その日、十五時をすぎた頃、エミヤが焼きたてのパンケーキを運んできてくれた。聞けば、幼いサーヴァントたちにおやつをせがまれ、張り切って作りすぎたのだという。
シンプルな白い皿の上のパンケーキは、まんまるで厚みがあって、きれいな焼き色だった。とけかけのバターの馥郁とした香りと生地のほのかに甘い香りが食欲をそそる。
エミヤのパンケーキを食べるのはいつぶりだろう。
ひとつの曇りもなく磨かれたナイフとフォークを両手にごくりと喉を鳴らす。
「マスター」
突き立てようとしたフォークの切っ先が生地に触れた時、そばで耳に馴染む低い声がした。
「イヴァン雷帝? どうしたんです?」
霊体化したサーヴァントの姿は見えないが、反射的に身体の向きを変え、室内に視線を滑らせる。

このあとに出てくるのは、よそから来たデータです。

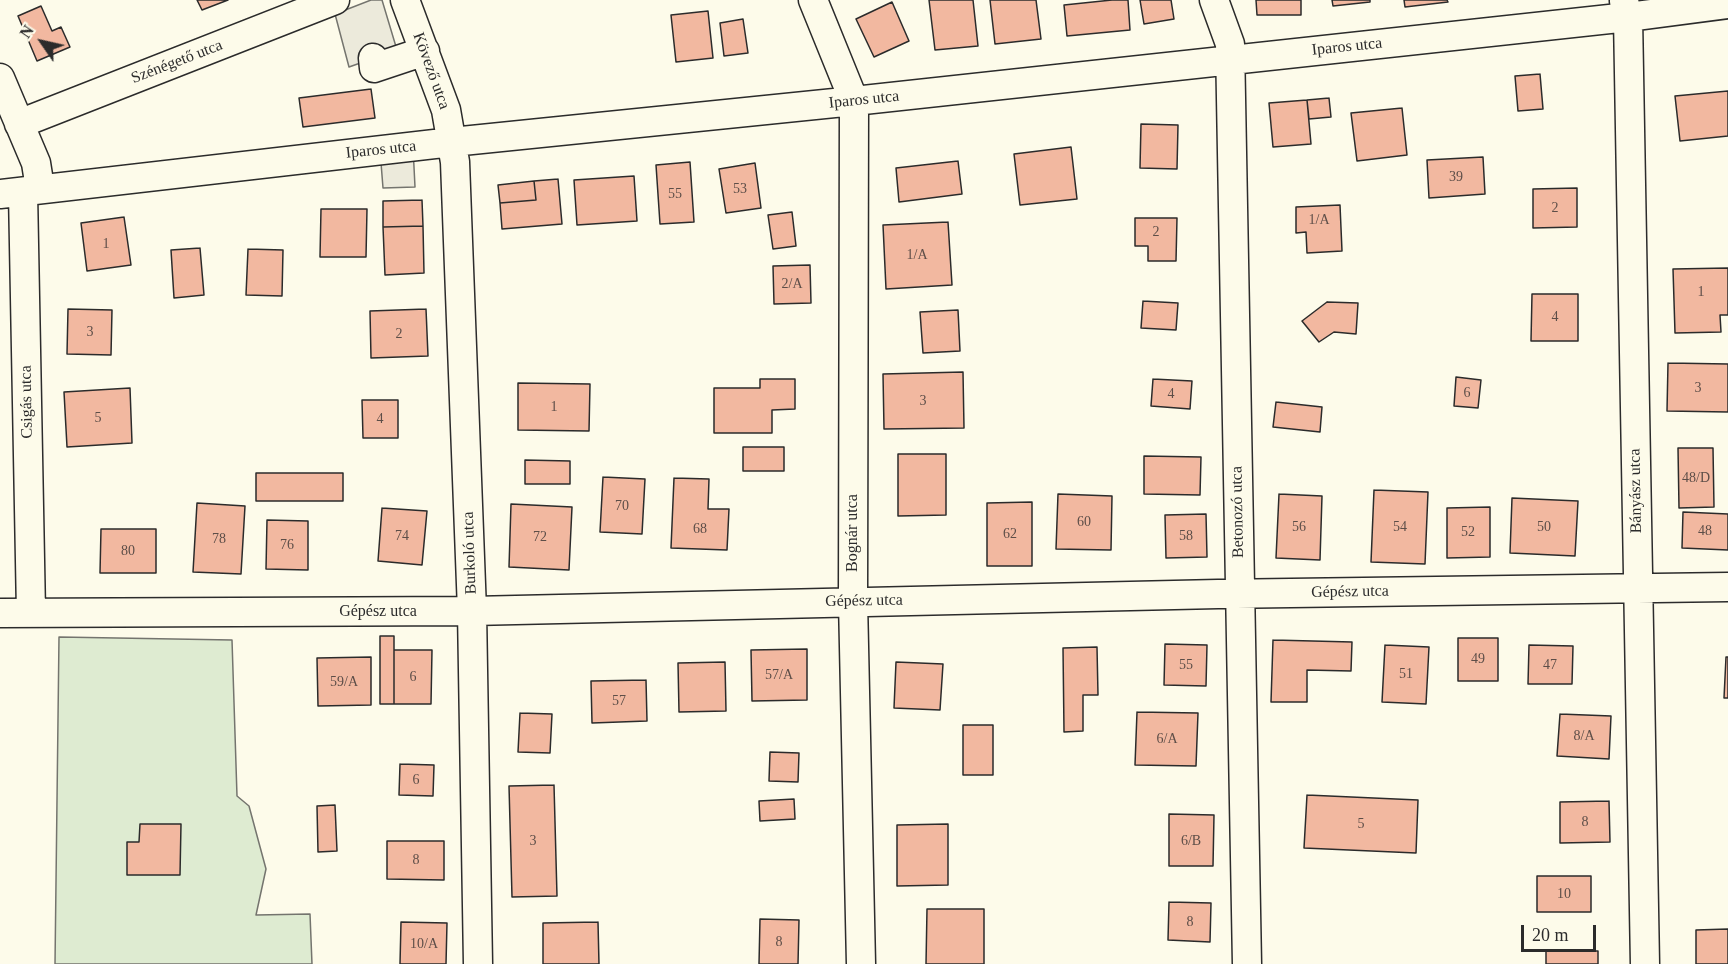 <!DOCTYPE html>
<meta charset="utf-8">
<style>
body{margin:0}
#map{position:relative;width:1728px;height:964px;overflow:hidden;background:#fdfbea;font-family:Georgia,serif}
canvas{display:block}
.north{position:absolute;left:12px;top:12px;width:60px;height:60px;-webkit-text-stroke:4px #fdfbea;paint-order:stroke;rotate:304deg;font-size:16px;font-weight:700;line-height:24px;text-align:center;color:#2b2b2b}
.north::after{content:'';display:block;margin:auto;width:21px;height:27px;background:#2b2b2b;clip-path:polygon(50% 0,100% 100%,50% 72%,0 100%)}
.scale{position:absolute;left:1521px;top:925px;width:75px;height:27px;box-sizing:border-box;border:3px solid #2b2b2b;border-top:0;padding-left:8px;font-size:18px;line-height:21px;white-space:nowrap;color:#2b2b2b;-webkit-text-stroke:4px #fdfbea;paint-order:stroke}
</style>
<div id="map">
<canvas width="1728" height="964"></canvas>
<div class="north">N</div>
<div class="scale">20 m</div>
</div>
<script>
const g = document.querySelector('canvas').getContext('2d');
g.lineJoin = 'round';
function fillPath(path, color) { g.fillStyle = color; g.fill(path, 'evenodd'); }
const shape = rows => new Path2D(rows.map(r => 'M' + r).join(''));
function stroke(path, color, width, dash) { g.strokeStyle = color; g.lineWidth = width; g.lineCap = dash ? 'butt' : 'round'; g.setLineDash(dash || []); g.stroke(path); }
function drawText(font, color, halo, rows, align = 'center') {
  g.font = font + ' Georgia,serif'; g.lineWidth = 4.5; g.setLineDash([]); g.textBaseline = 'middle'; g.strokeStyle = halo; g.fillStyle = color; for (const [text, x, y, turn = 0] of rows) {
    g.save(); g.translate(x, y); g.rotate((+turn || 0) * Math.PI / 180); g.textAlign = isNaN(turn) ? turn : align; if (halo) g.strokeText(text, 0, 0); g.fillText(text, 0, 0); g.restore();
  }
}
const green = shape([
 [59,637,232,640,237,796,249,806,266,869,256,915,310,914,312,964,55,964,59,637]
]);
fillPath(green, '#deebd1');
stroke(green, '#74746e', 1.5);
const parking = shape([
 [371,0,382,0,397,50,349,67,335,14,371,0],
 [413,147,415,187,383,188,380,150,413,147]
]);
fillPath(parking, '#eceadb');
stroke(parking, '#74746e', 1.5);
const building = shape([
 [197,0,228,0,202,10,197,0],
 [929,0,973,0,978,46,935,50,929,0],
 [990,0,1036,0,1041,39,995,44,990,0],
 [1112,0,1128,0,1130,30,1067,36,1064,5,1112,0],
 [1140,0,1171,0,1174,19,1144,24,1140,0],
 [1256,0,1301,0,1301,15,1257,15,1256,0],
 [1332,0,1370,0,1370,2,1333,6,1332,0],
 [1404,0,1447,0,1448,2,1405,7,1404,0],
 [892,2,909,41,874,57,856,19,892,2],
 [41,6,52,31,61,27,70,47,37,61,18,16,41,6],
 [708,11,713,58,676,62,671,15,708,11],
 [743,19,748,53,724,56,720,23,743,19],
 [1540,74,1543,109,1518,111,1515,76,1540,74],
 [371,89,375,118,303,127,299,98,371,89],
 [1728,91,1728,136,1680,141,1675,96,1728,91],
 [1329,98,1331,117,1309,119,1307,100,1329,98],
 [1307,100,1311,144,1273,147,1269,103,1307,100],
 [1402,108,1407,155,1357,161,1351,113,1402,108],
 [1141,124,1178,125,1177,169,1140,168,1141,124],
 [1071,147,1077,199,1020,205,1014,154,1071,147],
 [1483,157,1485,194,1429,198,1427,160,1483,157],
 [958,161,962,194,899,202,896,168,958,161],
 [690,162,694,222,660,224,656,165,690,162],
 [755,163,761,208,726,213,719,169,755,163],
 [634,176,637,221,577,225,574,180,634,176],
 [558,179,562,224,502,229,500,203,536,200,534,181,558,179],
 [534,181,536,200,500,203,498,185,534,181],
 [1577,188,1577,227,1533,228,1533,189,1577,188],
 [422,200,423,226,383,227,383,201,422,200],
 [1340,205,1342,251,1307,253,1306,232,1296,233,1296,207,1340,205],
 [321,209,367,209,366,257,320,257,321,209],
 [792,212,796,246,773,249,768,215,792,212],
 [124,217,131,265,87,271,81,223,124,217],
 [1135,218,1177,218,1176,261,1148,261,1148,246,1135,246,1135,218],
 [948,222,952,285,886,289,883,225,948,222],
 [423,226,424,273,385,275,383,227,423,226],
 [200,248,204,295,174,298,171,250,200,248],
 [248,249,283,250,282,296,246,295,248,249],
 [810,265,811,303,774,304,773,266,810,265],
 [1728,268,1728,315,1720,315,1721,332,1675,333,1673,269,1728,268],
 [1532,294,1578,294,1578,341,1531,341,1532,294],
 [1143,301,1178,303,1176,330,1141,328,1143,301],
 [1327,302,1358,303,1356,334,1334,332,1319,342,1302,321,1327,302],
 [68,309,112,310,111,355,67,354,68,309],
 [426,309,428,356,371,358,370,311,426,309],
 [958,310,960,351,923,353,920,312,958,310],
 [1668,363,1728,364,1728,412,1667,411,1668,363],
 [963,372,964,428,884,429,883,374,963,372],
 [1456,377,1481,380,1478,408,1454,406,1456,377],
 [760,379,795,379,795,409,772,410,772,433,714,433,714,388,760,388,760,379],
 [1153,379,1192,381,1190,409,1151,406,1153,379],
 [518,383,590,384,589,431,518,430,518,383],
 [130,388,132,443,67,447,64,392,130,388],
 [362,400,398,400,398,438,363,438,362,400],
 [1276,402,1322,407,1320,432,1273,427,1276,402],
 [743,447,784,447,784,471,743,471,743,447],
 [1678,448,1713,448,1714,507,1679,508,1678,448],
 [898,454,946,454,946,515,898,516,898,454],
 [1144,456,1201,457,1200,495,1144,494,1144,456],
 [525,460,570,461,570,484,525,484,525,460],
 [256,473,343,473,343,501,256,501,256,473],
 [603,477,645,479,642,534,600,532,603,477],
 [674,478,709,479,708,509,729,509,727,550,671,548,674,478],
 [1374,490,1428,492,1425,564,1371,562,1374,490],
 [1058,494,1112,496,1111,550,1056,549,1058,494],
 [1279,494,1322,496,1320,560,1276,558,1279,494],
 [1512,498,1578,501,1575,556,1510,553,1512,498],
 [1032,502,1032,566,987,566,987,503,1032,502],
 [197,503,245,506,241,574,193,572,197,503],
 [511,504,572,507,569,570,509,567,511,504],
 [1490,507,1490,557,1447,558,1447,508,1490,507],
 [382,508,427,511,422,565,378,561,382,508],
 [1683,512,1728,514,1728,550,1682,548,1683,512],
 [1206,514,1207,557,1166,558,1165,515,1206,514],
 [267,520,308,521,308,570,266,569,267,520],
 [101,529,156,529,156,573,100,573,101,529],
 [380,636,394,636,394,704,380,704,380,636],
 [1458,638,1498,638,1498,681,1458,681,1458,638],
 [1273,640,1352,642,1351,671,1307,670,1307,702,1271,702,1273,640],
 [1165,644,1207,645,1206,686,1164,685,1165,644],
 [1385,645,1429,647,1426,704,1382,702,1385,645],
 [1529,645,1573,646,1572,684,1528,684,1529,645],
 [1097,647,1098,695,1083,695,1083,731,1064,732,1063,648,1097,647],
 [807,649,807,700,752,701,751,650,807,649],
 [394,650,432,650,431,704,394,704,394,650],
 [371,657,371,705,318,706,317,658,371,657],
 [1726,657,1728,657,1728,698,1724,698,1726,657],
 [725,662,726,711,679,712,678,663,725,662],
 [896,662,943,664,940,710,894,708,896,662],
 [646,680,647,721,592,723,591,681,646,680],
 [1137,712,1198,713,1196,766,1135,765,1137,712],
 [520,713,552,714,550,753,518,752,520,713],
 [1560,714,1611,716,1609,759,1557,756,1560,714],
 [963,725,993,725,993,775,963,775,963,725],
 [770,752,799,753,798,782,769,781,770,752],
 [400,764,434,765,433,796,399,795,400,764],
 [554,785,557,896,512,897,509,786,554,785],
 [1307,795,1418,800,1416,853,1304,848,1307,795],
 [794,799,795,819,760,821,759,801,794,799],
 [1609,801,1610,842,1560,843,1560,802,1609,801],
 [335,805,337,851,318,852,317,806,335,805],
 [1169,814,1214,815,1213,866,1169,866,1169,814],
 [140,824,181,824,180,875,127,875,127,842,139,842,140,824],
 [948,824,948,885,897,886,897,825,948,824],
 [387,841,444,841,444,880,387,879,387,841],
 [1537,876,1591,876,1591,912,1537,912,1537,876],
 [1169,902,1211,903,1210,942,1168,940,1169,902],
 [927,909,984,909,984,964,926,964,927,909],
 [760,919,799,920,798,964,759,964,760,919],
 [401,922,447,923,446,964,400,964,401,922],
 [598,922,599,964,543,964,543,923,598,922],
 [1728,929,1728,964,1696,964,1696,930,1728,929],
 [1546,951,1598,951,1598,964,1546,964,1546,951]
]);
fillPath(building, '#f2b8a0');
stroke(building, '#2b2b2b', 1.5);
const minor = shape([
 [405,0,446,110,455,162,472,611,478,964],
 [813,0,854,101,853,601,861,964],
 [1214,0,1230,44,1247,964],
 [1624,1,1628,17,1645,964],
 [373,58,374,68,425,51],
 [0,78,36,163,40,188],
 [19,124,335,0],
 [23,192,31,613],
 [0,194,452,142,854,101,1628,17,1728,4],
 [0,613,472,611,1218,594,1728,587]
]);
stroke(minor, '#2b2b2b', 31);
stroke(minor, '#fdfbea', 28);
drawText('14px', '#5d4e48', null, [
 ["39",1456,177],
 ["53",740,189],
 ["55",675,194],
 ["2",1555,208],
 ["1/A",1319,220],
 ["2",1156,232],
 ["1",106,244],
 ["1/A",917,255],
 ["2/A",792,284],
 ["1",1701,292],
 ["4",1555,317],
 ["3",90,332],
 ["2",399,334],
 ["3",1698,388],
 ["6",1467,393],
 ["4",1171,394],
 ["3",923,401],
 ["1",554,407],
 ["5",98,418],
 ["4",380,419],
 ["48/D",1696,478],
 ["70",622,506],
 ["60",1084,522],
 ["56",1299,527],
 ["54",1400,527],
 ["50",1544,527],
 ["68",700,529],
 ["48",1705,531],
 ["52",1468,532],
 ["62",1010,534],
 ["74",402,536],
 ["58",1186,536],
 ["72",540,537],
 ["78",219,539],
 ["76",287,545],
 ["80",128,551],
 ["49",1478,659],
 ["55",1186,665],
 ["47",1550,665],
 ["51",1406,674],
 ["57/A",779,675],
 ["6",413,677],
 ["59/A",344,682],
 ["57",619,701],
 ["8/A",1584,736],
 ["6/A",1167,739],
 ["6",416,780],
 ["8",1585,822],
 ["5",1361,824],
 ["3",533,841],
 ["6/B",1191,841],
 ["8",416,860],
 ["10",1564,894],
 ["8",1190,922],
 ["8",779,942],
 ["10/A",424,944]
]);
drawText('16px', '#2b2b2b', '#fdfbea', [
 ["Iparos utca",1347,47,-6],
 ["Szénégető utca",177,62,-21],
 ["Kövező utca",431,71,70],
 ["Iparos utca",864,100,-6],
 ["Iparos utca",381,150,-6],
 ["Csigás utca",27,402,-91],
 ["Bányász utca",1636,491,-91],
 ["Betonozó utca",1238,512,-91],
 ["Bognár utca",853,533,-90],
 ["Burkoló utca",470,553,-92],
 ["Gépész utca",1350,592,-1],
 ["Gépész utca",864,601,-1],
 ["Gépész utca",378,612]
]);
</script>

「汝はずいぶんと嬉しそうに見える。それは笑みが零れるほど美味なるものなのか?」
「パンケーキ、食べたことないんですか?」
「余はパンケーキなるものを知らぬ」
意外すぎるほど平坦な声が返ってきた。
「そうですか……エミヤが作ってくれるパンケーキはとっても美味しいので食べてほしいです。一口あげますから」
「余がこの窮屈な部屋に姿を晒せると思うか?」
「窮屈で悪かったですね。うーん、屈んでくれれば天井ギリギリで入れると思うんだけどなぁ……」
数瞬間をおいて、部屋の中央に音もなくイヴァンの巨躯が現れた。少し背中を丸めてはいるものの、肩口を一巡する左右対称に湾曲した青白い牙の尖端が、天井に当たっている。
イヴァンは更に身体を屈めた。普段見上げているかんばせがそばにある。嬉しくなって、パンケーキを半分にカットし、落ちないよう真ん中にフォークを突き刺し、彼の口元へ運ぶ。
「あーんしてください」
「………………」
彼は難なく一口で食べた。
「どうです?」
「ふむ――美味だ。パンケーキというのは、甘いな。スィールニキのようなものかと思っていた」
「スィールニキ? なんです、それは」
「知らぬか。チーズを用いた焼き菓子である」
「へえ、美味しそう。食べてみたいです」
「赤き弓兵に頼むがよい。如何にして作るか、余は知らぬが」
「ふふ、だと思いました。でも、きっとエミヤなら美味しく作ってくれます」
フォークの軸を指の腹で挟み込み、くるくると左へ右へと反転させる。銀色の背にイヴァンの姿を映すフォークが、なんだか特別なものに思えた。
「その時は一緒に食べましょうね」
彼は何も言わなかったが、満足そうに鼻を鳴らし、再び姿を消した。
「あ、パンケーキ、もういいんですか?」
「余はもうよい。汝が食すがよい」
部屋に響く声は穏やかなものだった。
椅子ごとくるりと回転し、パンケーキと向き合う。一口サイズに切り、頬張ると、優しい味がした。